Provincial Minister of the Balochistan for Finance
- In office 30 August 2018 – 12 August 2023

Member of the Provincial Assembly of the Balochistan
- In office 13 August 2018 – 12 August 2023
- Constituency: PB-45 (Kech-I)
- Incumbent
- Assumed office 28 February 2024
- Constituency: PB-25 (Kech-I)

Personal details
- Party: PPP (2023-present)
- Other political affiliations: BAP (2018-2023)

= Zahoor Ahmed Buledi =

Pakistani politician

Zahoor Ahmed Buledi is a Pakistani politician who was the Provincial Minister of the Balochistan for Finance, in office from 30 August 2018 till 12 August 2023. He had been a member of Provincial Assembly of the Balochistan from August 2018 to August 2023. He is from Buleda, a tehsil of Kech District, and a graduate from Forman Christian College Lahore.

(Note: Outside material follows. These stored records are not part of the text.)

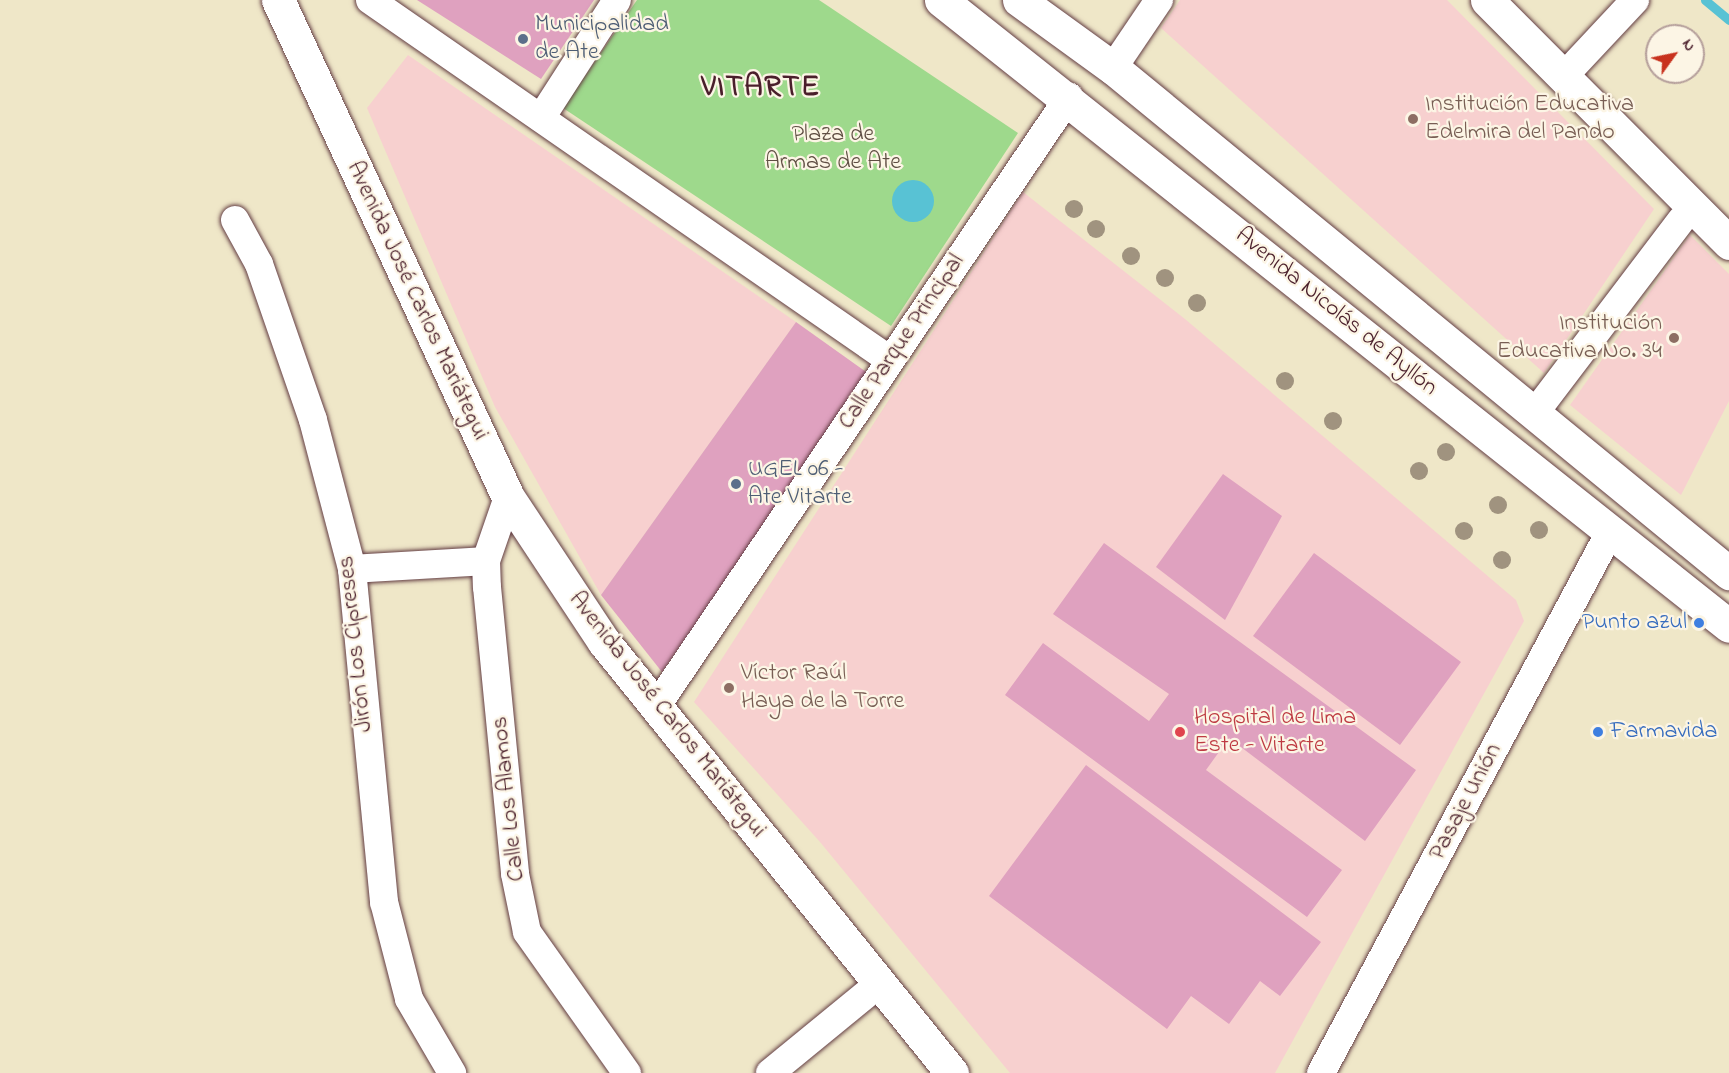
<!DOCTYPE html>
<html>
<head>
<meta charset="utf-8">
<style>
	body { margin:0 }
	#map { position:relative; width:1729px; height:1073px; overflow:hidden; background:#efe7c8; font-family:"Indie Flower",sans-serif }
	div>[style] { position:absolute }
	.built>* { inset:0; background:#f7d0cf }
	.green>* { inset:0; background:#9ed98c }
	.water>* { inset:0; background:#58c2d4 }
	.round { border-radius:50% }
	.stream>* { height:9px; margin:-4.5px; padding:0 4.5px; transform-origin:4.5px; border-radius:4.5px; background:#58c2d4 }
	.building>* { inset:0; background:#dfa1bf }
	.roads { filter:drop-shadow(0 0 2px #633d43) drop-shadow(0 0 2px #633d43) }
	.minor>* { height:28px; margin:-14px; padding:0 14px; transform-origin:14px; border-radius:14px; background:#fff }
	.tertiary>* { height:33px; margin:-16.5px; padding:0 16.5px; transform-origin:16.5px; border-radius:16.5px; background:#fff }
	.primary>* { height:33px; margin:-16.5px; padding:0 16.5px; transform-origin:16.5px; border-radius:16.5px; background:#fff }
	.trees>* { width:18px; height:18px; margin:-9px; border-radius:50%; background:#a0937f }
	.dots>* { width:16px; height:16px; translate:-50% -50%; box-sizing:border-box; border:3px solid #fcf5e5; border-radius:50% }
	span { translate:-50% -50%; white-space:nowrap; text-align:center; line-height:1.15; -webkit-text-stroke:4.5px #fcf5e5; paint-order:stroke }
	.service-label { font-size:24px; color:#4e5e75 }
	.left { translate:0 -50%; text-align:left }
	.education-label { font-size:24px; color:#785e54 }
	.right { translate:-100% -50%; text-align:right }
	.park-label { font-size:24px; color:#5f4e43 }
	.street-label { font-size:24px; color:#4a1f2b }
	.shop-label { font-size:24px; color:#366cbe }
	.health-label { font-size:24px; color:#be3a42 }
	.district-label { font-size:30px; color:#4a1f2b; font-weight:700; letter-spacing:1.5px }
	.north { position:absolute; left:1645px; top:24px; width:60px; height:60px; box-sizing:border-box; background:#fcf5e5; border:2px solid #b59f9b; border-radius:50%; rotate:57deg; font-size:16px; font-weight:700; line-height:24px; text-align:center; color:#4a1f2b }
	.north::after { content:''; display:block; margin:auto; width:21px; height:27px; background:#c8321e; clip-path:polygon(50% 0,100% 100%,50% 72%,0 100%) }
</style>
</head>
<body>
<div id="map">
	<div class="built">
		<i style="clip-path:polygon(1180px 0,1447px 0,1654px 209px,1544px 373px,1161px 28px)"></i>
		<i style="clip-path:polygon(408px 55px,796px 322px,601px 595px,495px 407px,367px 108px)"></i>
		<i style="clip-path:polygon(1023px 192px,1185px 319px,1516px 600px,1524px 621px,1275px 1073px,1010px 1073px,820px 842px,694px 702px)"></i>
		<i style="clip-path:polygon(1690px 235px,1729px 274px,1729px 401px,1681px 495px,1570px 405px)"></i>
	</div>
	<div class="green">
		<i style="clip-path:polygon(637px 0,819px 0,1018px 133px,891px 326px,563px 108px)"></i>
	</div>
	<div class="water">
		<i class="round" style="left:892px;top:180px;width:42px;height:42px"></i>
	</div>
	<div class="stream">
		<i style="left:1705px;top:0;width:31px;rotate:40deg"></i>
	</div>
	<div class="building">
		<i style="clip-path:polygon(417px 0,594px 0,541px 79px)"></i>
		<i style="clip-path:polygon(796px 322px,869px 374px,662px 672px,601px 595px)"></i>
		<i style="clip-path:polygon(1223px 474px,1282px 516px,1225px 620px,1156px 567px)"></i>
		<i style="clip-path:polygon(1104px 543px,1416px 770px,1365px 841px,1229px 738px,1206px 770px,1342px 870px,1307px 917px,1005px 695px,1043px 643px,1149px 721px,1169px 694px,1053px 614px)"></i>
		<i style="clip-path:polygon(1314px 553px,1461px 662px,1400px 745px,1253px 636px)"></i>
		<i style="clip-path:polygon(1086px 765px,1321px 942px,1280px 996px,1260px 981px,1229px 1024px,1191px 996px,1167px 1029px,989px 896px)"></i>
	</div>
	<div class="roads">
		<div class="minor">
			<i style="left:370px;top:0;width:632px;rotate:34.7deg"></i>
			<i style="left:1113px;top:68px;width:82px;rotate:-55.9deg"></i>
			<i style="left:1564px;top:76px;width:104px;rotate:-46.9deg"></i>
			<i style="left:541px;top:118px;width:140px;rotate:-57.2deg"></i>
			<i style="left:235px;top:220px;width:50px;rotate:61.4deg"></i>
			<i style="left:259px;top:264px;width:165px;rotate:70.9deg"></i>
			<i style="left:313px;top:420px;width:154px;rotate:75.3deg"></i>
			<i style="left:352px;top:569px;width:335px;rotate:84.5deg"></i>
			<i style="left:384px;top:902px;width:100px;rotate:75.5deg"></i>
			<i style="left:409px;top:999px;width:86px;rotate:59.8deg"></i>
			<i style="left:1534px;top:414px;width:243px;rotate:-52.8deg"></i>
			<i style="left:508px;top:497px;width:68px;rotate:109deg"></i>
			<i style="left:486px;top:561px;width:26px;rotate:88deg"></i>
			<i style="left:487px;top:587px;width:288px;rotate:84.4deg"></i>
			<i style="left:515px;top:874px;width:59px;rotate:78.3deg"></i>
			<i style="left:527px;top:932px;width:173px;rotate:54.7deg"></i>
			<i style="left:352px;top:569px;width:134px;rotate:-3.4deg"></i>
			<i style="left:656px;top:707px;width:737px;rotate:-55.9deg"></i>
			<i style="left:770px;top:1073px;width:142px;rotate:-39.3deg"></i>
			<i style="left:1321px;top:1073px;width:613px;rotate:-61.89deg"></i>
		</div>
		<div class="tertiary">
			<i style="left:278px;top:0;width:548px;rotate:65.17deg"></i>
			<i style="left:508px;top:497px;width:174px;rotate:56.5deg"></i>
			<i style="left:604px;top:642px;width:554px;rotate:51.08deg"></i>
			<i style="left:1487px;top:0;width:343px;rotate:45.1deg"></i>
		</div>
		<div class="primary">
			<i style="left:941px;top:0;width:1006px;rotate:38.46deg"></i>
			<i style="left:1019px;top:0;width:116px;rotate:35.9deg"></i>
			<i style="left:1113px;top:68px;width:797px;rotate:39.35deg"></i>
		</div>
	</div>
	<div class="trees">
		<i style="left:1074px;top:209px"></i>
		<i style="left:1096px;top:229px"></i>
		<i style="left:1131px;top:256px"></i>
		<i style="left:1165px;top:278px"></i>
		<i style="left:1197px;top:303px"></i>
		<i style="left:1285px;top:381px"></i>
		<i style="left:1333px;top:421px"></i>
		<i style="left:1446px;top:452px"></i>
		<i style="left:1419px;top:471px"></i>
		<i style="left:1498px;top:505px"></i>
		<i style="left:1539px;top:530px"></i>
		<i style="left:1464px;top:531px"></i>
		<i style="left:1502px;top:560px"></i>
	</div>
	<div class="dots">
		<i style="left:523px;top:39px;background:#5c6f8a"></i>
		<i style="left:1413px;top:119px;background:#8d6e63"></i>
		<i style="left:1674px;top:338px;background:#8d6e63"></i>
		<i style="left:736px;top:484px;background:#5c6f8a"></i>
		<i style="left:1699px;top:623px;background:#3f7fe0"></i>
		<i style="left:729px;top:688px;background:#8d6e63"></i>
		<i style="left:1180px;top:732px;background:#e0444e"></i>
		<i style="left:1598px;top:732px;background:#3f7fe0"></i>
	</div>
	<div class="service-label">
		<span class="left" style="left:535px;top:39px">Municipalidad<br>de Ate</span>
		<span class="left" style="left:748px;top:484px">UGEL 06 -<br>Ate Vitarte</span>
	</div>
	<div class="education-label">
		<span class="left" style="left:1425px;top:119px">Institución Educativa<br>Edelmira del Pando</span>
		<span class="right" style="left:1662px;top:338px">Institución<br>Educativa No. 34</span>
		<span class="left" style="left:741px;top:688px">Víctor Raúl<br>Haya de la Torre</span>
	</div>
	<div class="park-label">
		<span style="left:833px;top:149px">Plaza de<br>Armas de Ate</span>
	</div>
	<div class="street-label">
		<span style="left:417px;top:301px;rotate:65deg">Avenida José Carlos Mariátegui</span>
		<span style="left:1336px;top:312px;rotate:39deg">Avenida Nicolás de Ayllón</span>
		<span style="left:902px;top:342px;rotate:-56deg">Calle Parque Principal</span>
		<span style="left:356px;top:644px;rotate:-96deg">Jirón Los Cipreses</span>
		<span style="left:667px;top:715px;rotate:52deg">Avenida José Carlos Mariátegui</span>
		<span style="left:509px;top:799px;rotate:-96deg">Calle Los Alamos</span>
		<span style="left:1466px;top:802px;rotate:-62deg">Pasaje Unión</span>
	</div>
	<div class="shop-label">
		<span class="right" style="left:1687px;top:623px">Punto azul</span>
		<span class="left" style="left:1610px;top:732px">Farmavida</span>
	</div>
	<div class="health-label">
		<span class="left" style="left:1194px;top:732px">Hospital de Lima<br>Este - Vitarte</span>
	</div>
	<div class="district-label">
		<span style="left:761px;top:88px">VITARTE</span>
	</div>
	<div class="north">N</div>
</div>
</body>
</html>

He was elected as a member of the Provincial Assembly in 2008 for the first time. He was elected as member provincial assembly of Balochistan and served as a Provincial Minister for Gwadar and Coastal Development until 2013. He served as the Finance Minister of Balochistan.

==Political career==
He was elected to the Provincial Assembly of the Balochistan as a candidate of Balochistan Awami Party (BAP) from Constituency PB-45 (Kech-I) in the 2018 Pakistani general election.

On 27 August 2018, he was inducted into the provincial Balochistan cabinet of Chief Minister of Jam Kamal Khan. On 30 August, he was appointed as Provincial Minister of Balochistan for information.